Hazret-i Âişe bir gün Resûlullah Efendimize;
- Şehitlerin derecesine yükselen olur mu? diye sordu.
Peygamber Efendimiz;
- Her gün yirmi kere ölümü düşünen kimse, şehitlerin derecesini bulur, buyurdu. Sonra devamla;
- Ey Âişe! Geceleri Kur'ân-ı kerîmi hatmetmeden, benim ve diğer peygamberlerin şefâatlerine kavuşmadan, müminleri kendinden hoşnut etmeden ve haccetmeden uyuma, buyurdu.
Bunları söyledikten sonra namaza durdu. Namazını bitirip de hazret-i Âişe vâlidemizin yanına geldiğinde;
- Ey iki cihânın güneşi olan Efendim! Annem, babam, canım sana fedâ olsun. Bana dört şeyi yapmamı emrediyorsun. Ben bunları bu kısa müddet içinde nasıl yapabilirim, diye sordu.

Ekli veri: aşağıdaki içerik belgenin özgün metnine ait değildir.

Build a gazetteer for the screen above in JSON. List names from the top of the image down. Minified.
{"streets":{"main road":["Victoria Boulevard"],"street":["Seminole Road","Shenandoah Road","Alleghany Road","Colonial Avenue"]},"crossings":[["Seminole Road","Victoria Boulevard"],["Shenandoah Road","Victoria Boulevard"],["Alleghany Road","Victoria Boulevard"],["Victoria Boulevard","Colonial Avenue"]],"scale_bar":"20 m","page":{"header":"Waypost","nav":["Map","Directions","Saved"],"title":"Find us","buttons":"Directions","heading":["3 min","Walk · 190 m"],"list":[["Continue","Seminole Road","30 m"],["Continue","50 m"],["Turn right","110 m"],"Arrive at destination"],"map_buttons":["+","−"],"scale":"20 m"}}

Peygamber Efendimiz, tebessüm ederek buyurdu ki:
- Yâ Âişe! Üç İhlâs-ı şerîfi ve bir Fatihâ sûresini okursan, Kur'ân-ı kerîmi hatmetmiş; bana ve diğer peygamberlere salevât getirirsen, [Meselâ, Allahümme sallî ve sellim alâ seyyidinâ Muhammedin ve alâ cemî'il enbiyâi vel-mürselîn, denirse] şefaatimize kavuşmuş; önce müminlerin ve sonra da kendi affını dilersen, müminleri kendinden hoşnut etmiş; (Sübhânallahi velhamdülillahi ve lâ ilâhe illallahü vahdehü lâ şerîke leh. Lehül mülkü velehül hamdü ve hüve alâ külli şey'in kadîr) tesbihini okursan haccetmiş sayılırsın!